Florence’s Crimson Reckoning: Death’s Expressionist Waltz

In the fevered heart of Renaissance Italy, a monk’s visions unleash the Black Death’s monstrous embrace, turning a city of opulence into a charnel house of despair.

 

This silent German masterpiece from 1919 captures the primal terror of pestilence personified, blending historical plague lore with the raw visual poetry that would define expressionist horror.

 

  • The film’s roots in Boccaccio’s Decameron, transforming tales of flight from death into a nightmarish confrontation with its inexorable advance.
  • Alexander Moissi’s haunting portrayal of a tormented monk, whose prophecies foreshadow the apocalypse ravaging Florence.
  • Otto Rippert’s pioneering use of distorted shadows and frenzied montages to evoke the plague as a mythic, devouring entity.

 

The Monk’s Prophetic Fever

Few films so viscerally embody the horror of contagion as The Plague of Florence, a 1919 production that thrusts viewers into the squalid grandeur of 14th-century Italy. Directed by Otto Rippert and starring the magnetic Alexander Moissi, the story unfolds amid the Black Death’s siege on Florence in 1348. A humble monk, racked by divine visions, warns the city’s decadent elite of impending doom. Ignored amid their bacchanalian revels—inspired by Giovanni Boccaccio’s Decameron—the populace continues its masquerades until the plague erupts in grotesque fury. Corpses pile in the streets, the air thickens with moans, and the monk wanders a labyrinth of agony, his faith tested by the spectacle of human depravity.

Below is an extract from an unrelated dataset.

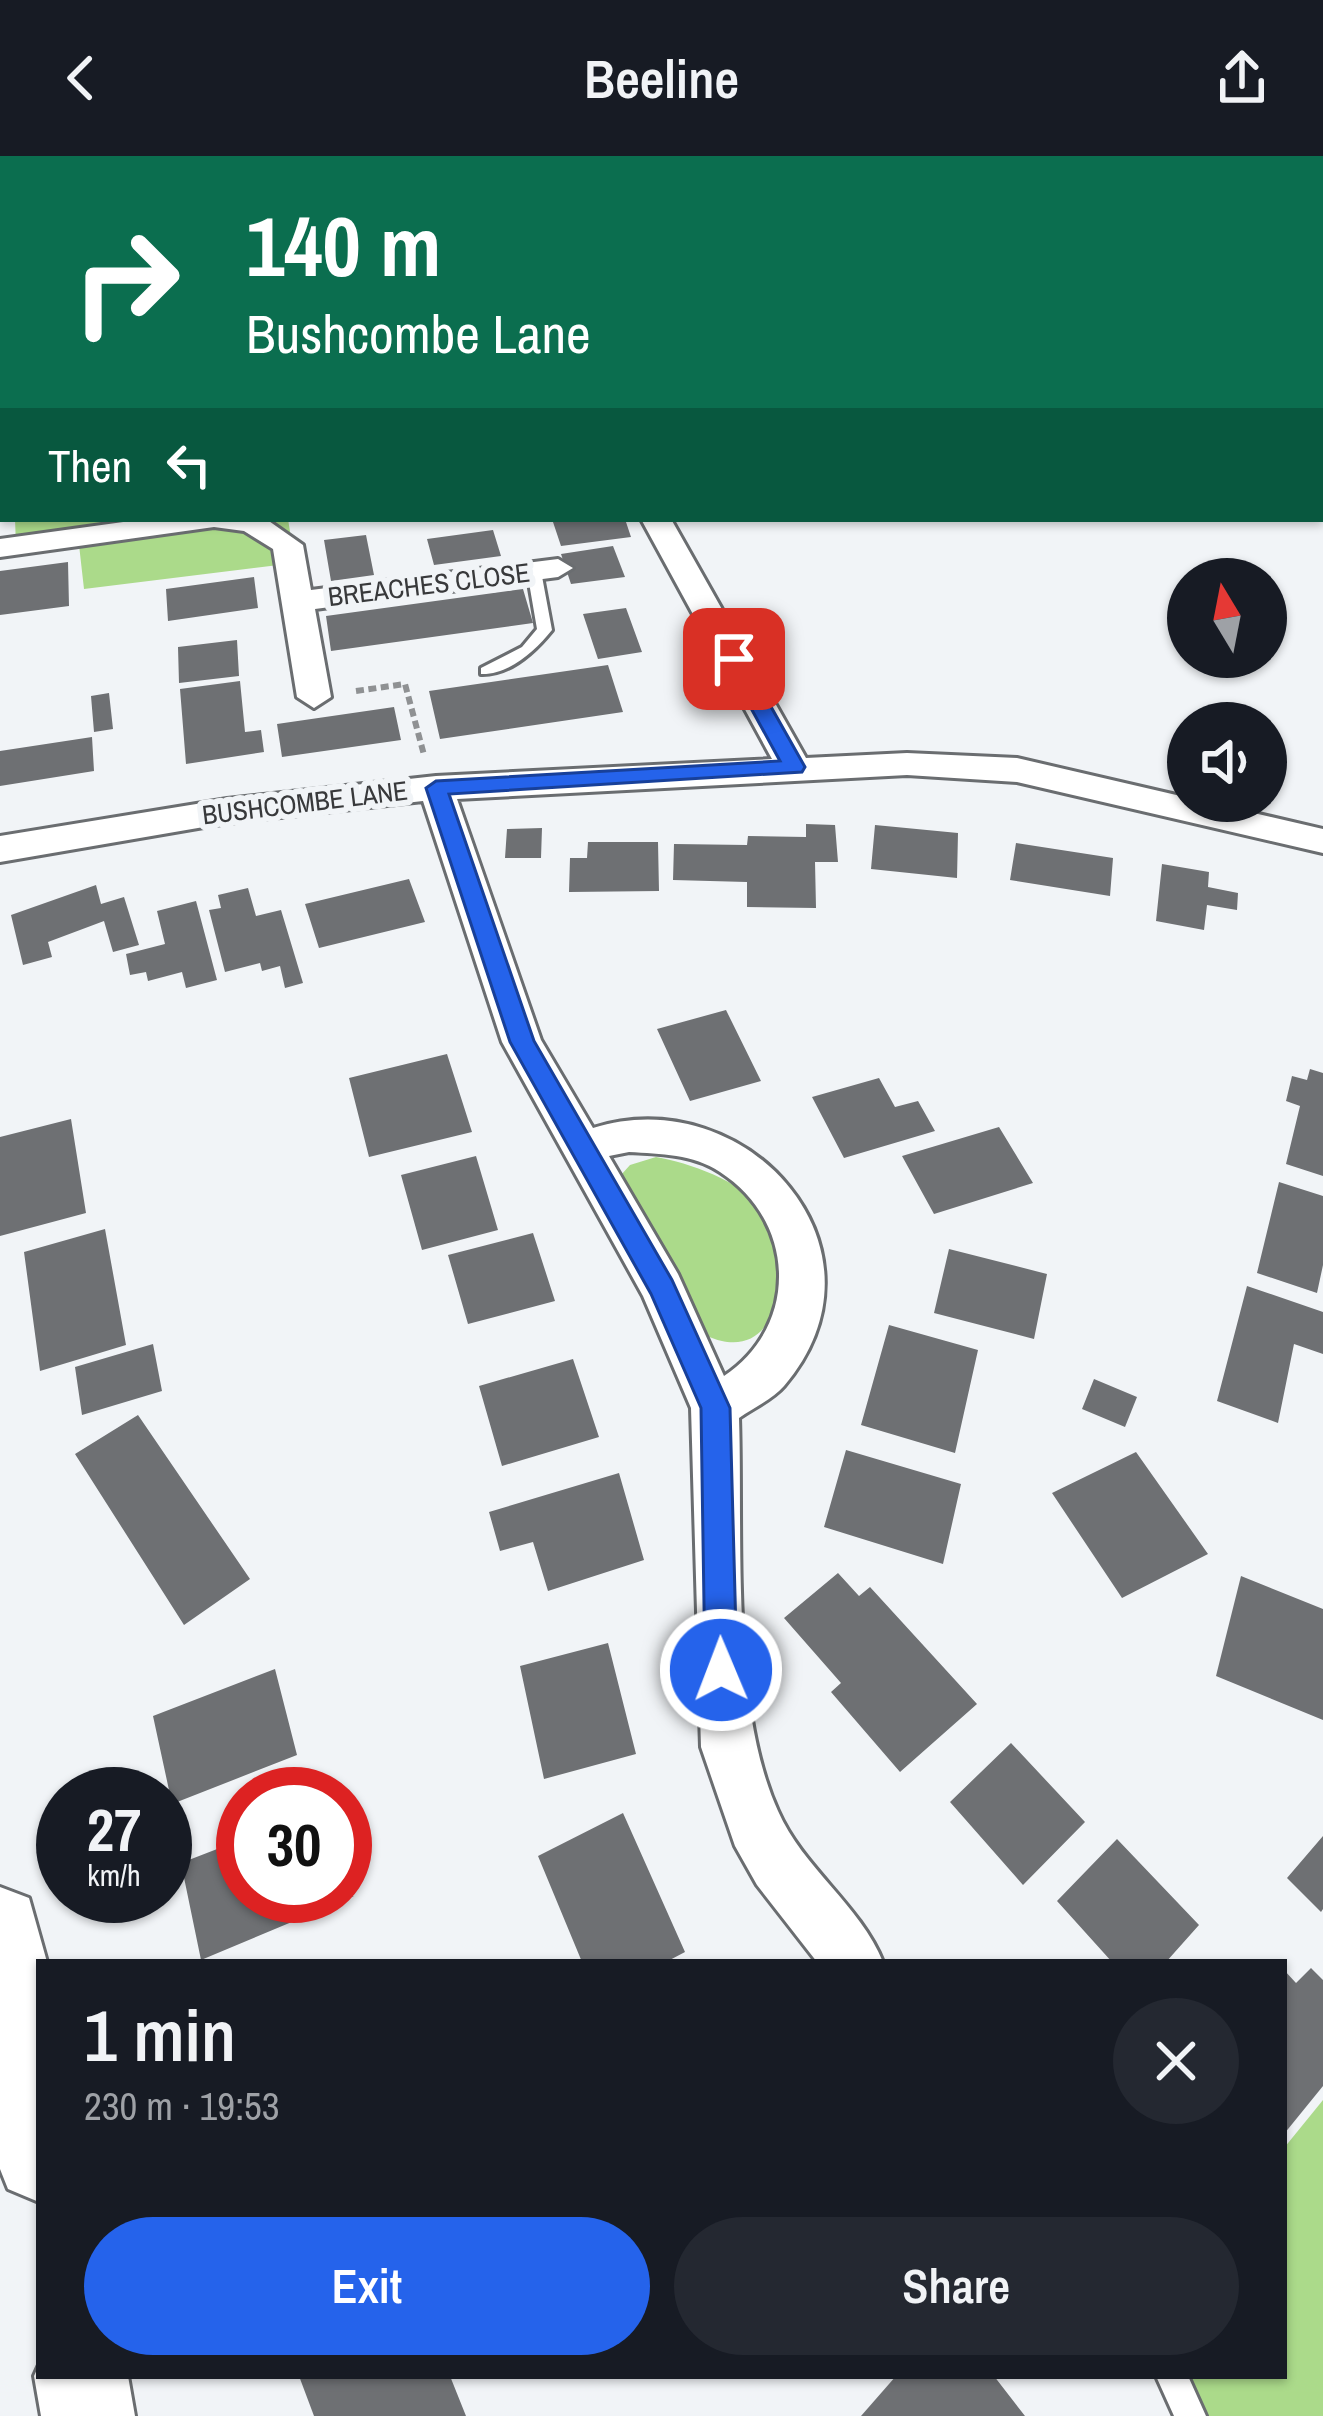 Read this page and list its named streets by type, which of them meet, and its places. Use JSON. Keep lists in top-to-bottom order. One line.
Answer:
{"streets":{"street":["BREACHES CLOSE","BUSHCOMBE LANE"]},"north":"top","page":{"header":"Beeline","turn":["140 m","Bushcombe Lane"],"then":"Then","speed":"27 km/h","limit":"30","heading":["1 min","230 m · 19:53"],"buttons":["Exit","Share"]}}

The narrative builds with methodical dread. Early sequences depict Florence’s nobility in sumptuous villas, fleeing moral decay through storytelling and seduction, much like Boccaccio’s fugitives. Yet Rippert subverts this escapism; the monk’s interludes shatter the illusion, his eyes glazing with apocalyptic sights—rivers of blood, skeletal reapers harvesting souls. As infection spreads, the film pivots to visceral horror: swollen buboes burst on screen, victims claw at phantom itches, and mass pyres illuminate writhing figures. Moissi’s monk becomes the narrative fulcrum, bridging the living and the damned, his sermons evolving from pleas to laments as society crumbles.

Key supporting players amplify the chaos. The licentious lords and ladies, portrayed with leering intensity, represent humanity’s hubris, their feasts turning to funerals. One subplot follows a young bride whose wedding night dissolves into plague-riddled delirium, symbolising innocence devoured. Production notes reveal Rippert shot on sparse sets, using forced perspective to elongate alleyways into infinite voids, heightening isolation. Released post-World War I, the film resonated with audiences scarred by the Spanish Flu, mirroring real pandemics through mythic lenses.

The climax crescendos in the city’s heart, where the monk confronts a flagellant procession—self-flagellating zealots whose blood mingles with the infected. Here, the plague transcends disease, manifesting as a supernatural force, its personification in shadowy wraiths echoing medieval danse macabre art. Florence’s famed Duomo looms as a silent witness, its bells tolling oblivion. The resolution offers no redemption; the monk succumbs, his final vision a purified wasteland, underscoring plague’s role as divine scourge.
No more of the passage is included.